Eu não concordo com o que está a ser feito no nosso país. Criaram-se as áreas prioritárias e é claro que quando há fundos para projetos vai tudo para a Biomedicina. É claro que os estudos realizados em domínios científicos, tais como, a medicina, farmácia, engenharia e novas tecnologias são importantes. No entanto, não nos podemos esquecer que há outras áreas da ciência que também requerem atenção. Nós sabemos que a ciência é cara, custa imenso dinheiro, mas acredito que a ignorância sairá muito mais cara. Quando a Fundação para a Ciência e a Tecnologia (FCT) abre concurso para projetos de investigação em todos os domínios científicos e depois se verifica que em determinados painéis (e.g., Ciências da Terra) se financia apenas um projeto ou dois, acho que não faz sentido. Continuando assim, julgo que determinadas áreas do saber estão votadas ao esquecimento e ao desaparecimento. Aliás, eu utilizo técnicas de trabalho extremamente dispendiosas, nomeadamente, a microtomografia de raios X por radiação de sincrotrão (no Instituto Paul Scherrer, em Zurique, na Suíça) e quem financia estes trabalhos é o Swedish Research Council. Em Portugal, até tenho tido a sorte de ter tido financiamento da Fundação Millennium BCP e da Fundação Amadeu Dias que concedem algumas verbas para a investigação. Mas não é fácil. Neste momento tenho dois projetos – um em Praga (República Checa) e outro, recentemente aprovado, em Hanôver (Alemanha).

 

Dando uma volta de 360º, vamos passar para a sua história: porquê esta área?

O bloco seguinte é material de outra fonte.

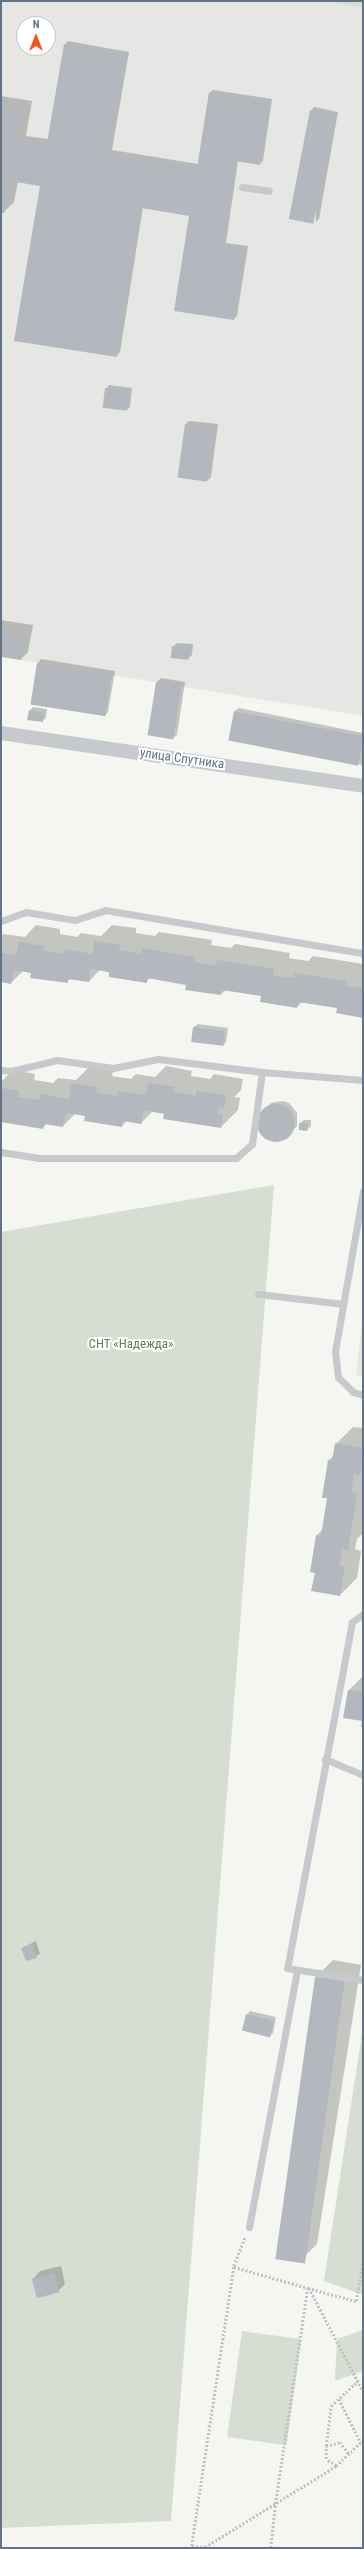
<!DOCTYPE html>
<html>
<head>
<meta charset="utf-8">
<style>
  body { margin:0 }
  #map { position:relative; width:364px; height:2549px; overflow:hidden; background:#f5f6f1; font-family:"Roboto Condensed",sans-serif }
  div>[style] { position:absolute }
  .built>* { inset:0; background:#e6e7e5 }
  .green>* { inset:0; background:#d6ded2; transform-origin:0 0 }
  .shadow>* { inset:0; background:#0003 }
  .building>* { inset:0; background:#b2b8be; transform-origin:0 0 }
  .round { border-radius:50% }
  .path>* { height:2.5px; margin-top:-1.25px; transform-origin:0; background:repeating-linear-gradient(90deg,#c0c1c3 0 2px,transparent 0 4px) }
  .lane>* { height:7px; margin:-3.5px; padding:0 3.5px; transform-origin:3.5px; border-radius:3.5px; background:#c7cacd }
  .street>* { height:14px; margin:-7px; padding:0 7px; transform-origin:7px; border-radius:7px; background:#c7cacd }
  span { translate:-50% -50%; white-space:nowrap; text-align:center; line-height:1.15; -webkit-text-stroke:4px #fff; paint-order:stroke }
  .street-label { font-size:13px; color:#627385 }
  .park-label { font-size:13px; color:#657c61 }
  .frame { position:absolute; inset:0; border:2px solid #627385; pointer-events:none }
  .north { position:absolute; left:16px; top:16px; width:40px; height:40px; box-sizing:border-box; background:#fff; border:1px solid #c0c7ce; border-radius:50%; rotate:0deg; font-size:11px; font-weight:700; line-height:16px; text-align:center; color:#627385 }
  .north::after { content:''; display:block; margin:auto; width:14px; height:18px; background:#f35514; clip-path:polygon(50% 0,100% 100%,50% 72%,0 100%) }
</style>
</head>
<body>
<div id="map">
  <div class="built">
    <div style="clip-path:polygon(evenodd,1px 1px,330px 1px,363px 8px,363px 716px,21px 660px,26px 632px,1px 628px,1px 1px,24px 24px,48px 24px,48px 48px,24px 48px,24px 24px)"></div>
    <div style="clip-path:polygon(363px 1312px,363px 1376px,356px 1375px)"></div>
  </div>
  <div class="green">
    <div style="clip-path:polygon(330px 1px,363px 1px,363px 8px,330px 2px)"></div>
    <div style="clip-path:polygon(274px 1185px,171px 2521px,1px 2528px,1px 1232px)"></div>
    <div style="clip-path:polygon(363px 2027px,363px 2295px,324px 2281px)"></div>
    <div style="clip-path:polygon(363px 2330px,363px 2371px,335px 2381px,337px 2339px)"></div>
    <div style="left:242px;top:2331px;width:60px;height:107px;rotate:8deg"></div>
  </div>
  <div class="shadow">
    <div style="clip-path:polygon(68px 41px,129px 52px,112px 150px,198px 164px,209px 93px,213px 90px,272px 99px,263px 161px,259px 164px,238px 161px,226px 243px,248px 246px,237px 316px,234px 319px,190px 215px,143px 207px,120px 352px,116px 356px,41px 185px,18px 181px,14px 202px,4px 212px,1px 212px,1px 96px,32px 101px,26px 136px,49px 139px,65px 45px)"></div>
    <div style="clip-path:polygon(314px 107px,338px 112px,319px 219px,316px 222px,311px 111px)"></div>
    <div style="clip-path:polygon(109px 385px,132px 388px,130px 407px,127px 410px,106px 389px)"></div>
    <div style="clip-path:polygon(189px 421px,218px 424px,211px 477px,208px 480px,186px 424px)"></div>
    <div style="clip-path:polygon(1px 620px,33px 625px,28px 652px,21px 659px,1px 656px)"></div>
    <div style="clip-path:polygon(177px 643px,193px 644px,192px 655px,188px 658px,173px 647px)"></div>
    <div style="clip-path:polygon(41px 659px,115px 671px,108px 712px,105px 715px,31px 704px,38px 663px)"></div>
    <div style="clip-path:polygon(161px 678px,185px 682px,177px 735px,173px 738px,149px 734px,157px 682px)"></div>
    <div style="clip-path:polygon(33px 707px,47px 709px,46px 718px,42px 721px,30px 710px)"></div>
    <div style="clip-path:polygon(239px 708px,363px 733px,363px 766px,235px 711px)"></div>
    <div style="clip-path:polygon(36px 925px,60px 929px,60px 934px,77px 937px,81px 933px,101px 936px,112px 925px,136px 928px,136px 933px,155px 936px,159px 932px,212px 940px,211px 945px,231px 948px,235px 944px,290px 953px,289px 958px,301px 960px,308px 961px,313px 956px,363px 964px,363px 1017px,338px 1007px,302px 1002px,297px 1007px,262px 995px,226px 990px,221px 994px,187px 984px,150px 978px,146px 982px,100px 970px,89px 981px,71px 978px,67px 982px,23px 971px,11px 983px,1px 981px,1px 936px,3px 934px,25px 937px)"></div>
    <div style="clip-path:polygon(198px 1024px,228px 1028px,226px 1042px,223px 1046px,194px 1027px)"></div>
    <div style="clip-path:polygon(166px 1066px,192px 1071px,191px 1076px,210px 1079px,214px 1074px,243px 1079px,241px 1090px,234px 1097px,240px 1098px,238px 1110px,221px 1127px,153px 1111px,141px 1123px,127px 1121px,122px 1126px,76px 1113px,63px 1126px,47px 1123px,43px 1128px,1px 1121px,1px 1082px,13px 1070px,35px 1074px,34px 1080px,53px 1083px,58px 1078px,76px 1080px,89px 1067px,113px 1071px,112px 1076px,131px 1079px,136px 1074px,155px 1077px)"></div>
    <div style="clip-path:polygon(283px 1101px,289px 1103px,297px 1113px,297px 1126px,284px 1139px,272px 1141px,261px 1135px,258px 1129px,258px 1116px,271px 1103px)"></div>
    <div style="clip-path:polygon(304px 1120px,311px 1120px,311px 1126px,307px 1130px,300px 1123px)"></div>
    <div style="clip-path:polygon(353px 1427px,363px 1428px,363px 1533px,357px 1539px,355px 1549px,361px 1551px,357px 1578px,340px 1595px,316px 1572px,317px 1535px,323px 1529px,328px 1497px,329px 1460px,334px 1455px,336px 1444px)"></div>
    <div style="clip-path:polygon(363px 1676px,363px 1726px,363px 1720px,344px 1717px,349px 1690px)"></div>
    <div style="clip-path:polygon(36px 1941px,40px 1954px,26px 1960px,22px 1948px)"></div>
    <div style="clip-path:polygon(333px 1960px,361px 1965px,317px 2244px,300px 2261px,316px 1977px)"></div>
    <div style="clip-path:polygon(250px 2011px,276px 2017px,273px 2033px,269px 2036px,247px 2015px)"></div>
    <div style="clip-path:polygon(61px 2266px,65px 2284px,58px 2291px,33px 2279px,40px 2271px)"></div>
  </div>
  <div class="building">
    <div style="clip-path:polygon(64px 44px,126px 55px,109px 154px,197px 168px,209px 93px,269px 102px,260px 165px,236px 161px,223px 246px,245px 250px,234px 320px,174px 311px,189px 216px,141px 208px,117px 357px,14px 341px,40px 186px,10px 181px,4px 213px,1px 213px,1px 108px,22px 111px,17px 138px,47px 143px)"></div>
    <div style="left:310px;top:110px;width:25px;height:111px;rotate:11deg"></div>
    <div style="left:105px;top:388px;width:24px;height:20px;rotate:7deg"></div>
    <div style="left:185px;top:424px;width:30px;height:54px;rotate:8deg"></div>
    <div style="clip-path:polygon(1px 628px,26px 632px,21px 660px,1px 657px)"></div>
    <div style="left:172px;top:646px;width:18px;height:12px;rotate:6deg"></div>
    <div style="left:37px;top:663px;width:76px;height:42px;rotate:9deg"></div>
    <div style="left:156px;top:682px;width:26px;height:54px;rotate:9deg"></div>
    <div style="clip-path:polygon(29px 710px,44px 713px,43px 722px,27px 720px)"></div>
    <div style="left:234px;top:711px;width:132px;height:30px;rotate:11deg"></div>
    <div style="clip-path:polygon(94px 941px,120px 945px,119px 950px,141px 954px,142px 948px,195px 957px,195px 962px,216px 966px,217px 960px,274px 969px,273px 975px,284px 977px,294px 978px,295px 973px,347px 981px,346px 986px,363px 988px,363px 1018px,336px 1013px,337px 1008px,298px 1002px,297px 1008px,260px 1002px,261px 996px,222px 990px,221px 995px,185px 990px,186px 985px,147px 978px,147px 983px,109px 977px,109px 972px,91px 969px,89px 982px,68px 979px,68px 983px,30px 978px,31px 973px,14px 970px,11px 984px,1px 982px,1px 953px,16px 955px,19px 942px,44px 946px,43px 951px,53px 952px,63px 954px,64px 949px,93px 954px)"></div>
    <div style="left:193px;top:1027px;width:32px;height:15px;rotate:7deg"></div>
    <div style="clip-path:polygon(71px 1083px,97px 1087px,96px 1093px,117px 1096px,118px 1091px,146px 1095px,148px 1083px,175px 1087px,174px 1092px,196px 1096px,196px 1091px,226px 1095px,224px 1108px,219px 1107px,218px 1114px,223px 1115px,221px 1128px,163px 1119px,164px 1114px,144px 1110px,141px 1124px,123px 1121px,122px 1127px,84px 1121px,85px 1116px,66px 1113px,63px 1127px,44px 1124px,43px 1129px,1px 1122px,1px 1088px,19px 1091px,18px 1097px,39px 1100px,40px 1094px,69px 1099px)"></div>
    <div class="round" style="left:257px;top:1104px;width:38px;height:38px"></div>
    <div style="clip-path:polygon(299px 1123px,308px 1123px,307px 1131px,299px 1130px)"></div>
    <div style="clip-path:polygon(335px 1443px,363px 1448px,360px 1475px,354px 1474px,351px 1492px,357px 1493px,348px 1550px,342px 1549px,339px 1566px,345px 1567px,340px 1596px,311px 1591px,315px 1573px,310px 1572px,316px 1535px,321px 1536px,327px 1498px,322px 1498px,328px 1460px,332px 1461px)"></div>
    <div style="clip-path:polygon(348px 1690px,363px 1692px,363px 1727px,361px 1727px,362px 1721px,343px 1718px)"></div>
    <div style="clip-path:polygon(33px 1944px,37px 1958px,26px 1961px,21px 1948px)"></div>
    <div style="left:315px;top:1977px;width:30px;height:285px;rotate:8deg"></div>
    <div style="left:246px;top:2014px;width:29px;height:17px;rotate:14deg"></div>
    <div style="left:54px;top:2273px;width:20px;height:23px;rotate:75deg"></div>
  </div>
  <div class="path">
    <div style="left:245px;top:2238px;width:31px;rotate:111deg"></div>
    <div style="left:234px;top:2267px;width:282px;rotate:98.6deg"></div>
    <div style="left:192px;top:2546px;width:13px;rotate:4deg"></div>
    <div style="left:205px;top:2547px;width:154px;rotate:-31.7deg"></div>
    <div style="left:336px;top:2466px;width:37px;rotate:-44deg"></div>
    <div style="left:234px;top:2267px;width:77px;rotate:15.8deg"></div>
    <div style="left:308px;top:2288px;width:216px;rotate:98.5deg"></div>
    <div style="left:276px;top:2502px;width:46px;rotate:96.2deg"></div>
    <div style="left:308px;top:2288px;width:50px;rotate:15.2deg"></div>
    <div style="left:356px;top:2301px;width:39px;rotate:-80deg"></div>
    <div style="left:309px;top:2288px;width:116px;rotate:62.3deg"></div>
    <div style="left:339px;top:2399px;width:49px;rotate:63.4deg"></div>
    <div style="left:326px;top:2446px;width:40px;rotate:-82.9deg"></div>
    <div style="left:331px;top:2406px;width:37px;rotate:-43deg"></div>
    <div style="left:336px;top:2466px;width:12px;rotate:-145deg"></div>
    <div style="left:326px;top:2459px;width:13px;rotate:-90deg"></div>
    <div style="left:326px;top:2446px;width:15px;rotate:-16deg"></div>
    <div style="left:340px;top:2442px;width:15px;rotate:53deg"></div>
  </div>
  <div class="lane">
    <div style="left:242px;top:187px;width:27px;rotate:8deg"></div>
    <div style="left:1px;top:921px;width:27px;rotate:-20deg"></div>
    <div style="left:26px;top:912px;width:50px;rotate:9.3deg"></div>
    <div style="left:75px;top:920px;width:32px;rotate:-18deg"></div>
    <div style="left:105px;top:910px;width:262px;rotate:9.5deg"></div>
    <div style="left:1px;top:1070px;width:10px;rotate:6deg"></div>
    <div style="left:11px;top:1071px;width:47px;rotate:-13.4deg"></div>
    <div style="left:57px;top:1060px;width:57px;rotate:8.1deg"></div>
    <div style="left:113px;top:1068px;width:46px;rotate:-11.3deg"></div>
    <div style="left:158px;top:1059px;width:105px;rotate:7.1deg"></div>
    <div style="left:262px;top:1072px;width:101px;rotate:4.5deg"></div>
    <div style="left:1px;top:1152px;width:37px;rotate:9deg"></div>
    <div style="left:38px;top:1158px;width:198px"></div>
    <div style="left:236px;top:1158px;width:21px;rotate:-41deg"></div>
    <div style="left:252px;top:1144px;width:73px;rotate:-82.1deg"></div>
    <div style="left:363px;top:1191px;width:163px;rotate:99.9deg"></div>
    <div style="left:335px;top:1352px;width:25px;rotate:83deg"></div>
    <div style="left:338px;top:1377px;width:21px;rotate:45deg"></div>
    <div style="left:353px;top:1392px;width:10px;rotate:17deg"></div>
    <div style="left:258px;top:1294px;width:86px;rotate:6.7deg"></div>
    <div style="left:363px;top:1614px;width:14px;rotate:144deg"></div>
    <div style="left:352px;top:1622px;width:352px;rotate:100.6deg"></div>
    <div style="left:287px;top:1968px;width:77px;rotate:9deg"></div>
    <div style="left:325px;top:1759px;width:41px;rotate:22.8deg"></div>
    <div style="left:249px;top:2227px;width:260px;rotate:-79.4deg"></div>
  </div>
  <div class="street">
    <div style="left:1px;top:733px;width:366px;rotate:8.3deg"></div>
  </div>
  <div class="street-label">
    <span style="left:182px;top:759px;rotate:8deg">улица Спутника</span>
  </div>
  <div class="park-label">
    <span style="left:131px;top:1344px">СНТ «Надежда»</span>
  </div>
  <div class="frame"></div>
  <div class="north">N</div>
</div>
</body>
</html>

A minha formação de base é biologia, e a evolução da vida na terra sempre me fascinou. Além disso, sempre tive “uma queda” ou apetência especial pela área da botânica. Curiosamente no ano de 2000 entrei como assistente para o departamento de Geociências da Universidade de Évora e comecei a lecionar aulas de paleontologia e naquela altura estava para começar a fazer um trabalho na área de tubarões e raias, mas entretanto tudo mudou. Muitos colegas consideravam um desperdício dedicar-me ao estudo de vertebrados tendo em conta a minha formação de base na botânica e ao saber de experiência feito que já havia adquirido. E, entretanto, numa reunião com o Professor João Pais, que me recordo como se fosse hoje, apercebi-me que era uma pena de facto não aproveitar os conhecimentos que já tinha e mudar para uma outra área onde iria ser tudo novo para mim. Seria mais vantajoso investir numa área onde não há ninguém - eu sou o único paleobotânico do país. Os meus colegas até brincam comigo e dizem que sou neto do professor Carlos Teixeira (o primeiro paleobotânico) e filho do professor João Pais (que trabalhou com o professor Carlos Teixeira). Precisamente por influência do professor João Pais e porque já tinha experiência acabou por ser assim.

 

A melhor parte de ser investigador?

Numa frase, diria que a melhor parte é saber muito bem o que nós queremos fazer e aquilo que fazemos, fazer com entusiasmo.

 

Por curiusidade, quais são as flores que costuma oferecer?

Rosas

 

Conselho ambiental?

Gostaria que as pessoas dessem mais importância ao património paleontológico de Portugal. É um bem nacional, é fundamental e inalienável, e deve ser protegido para que possa ser transmitido às gerações futuras.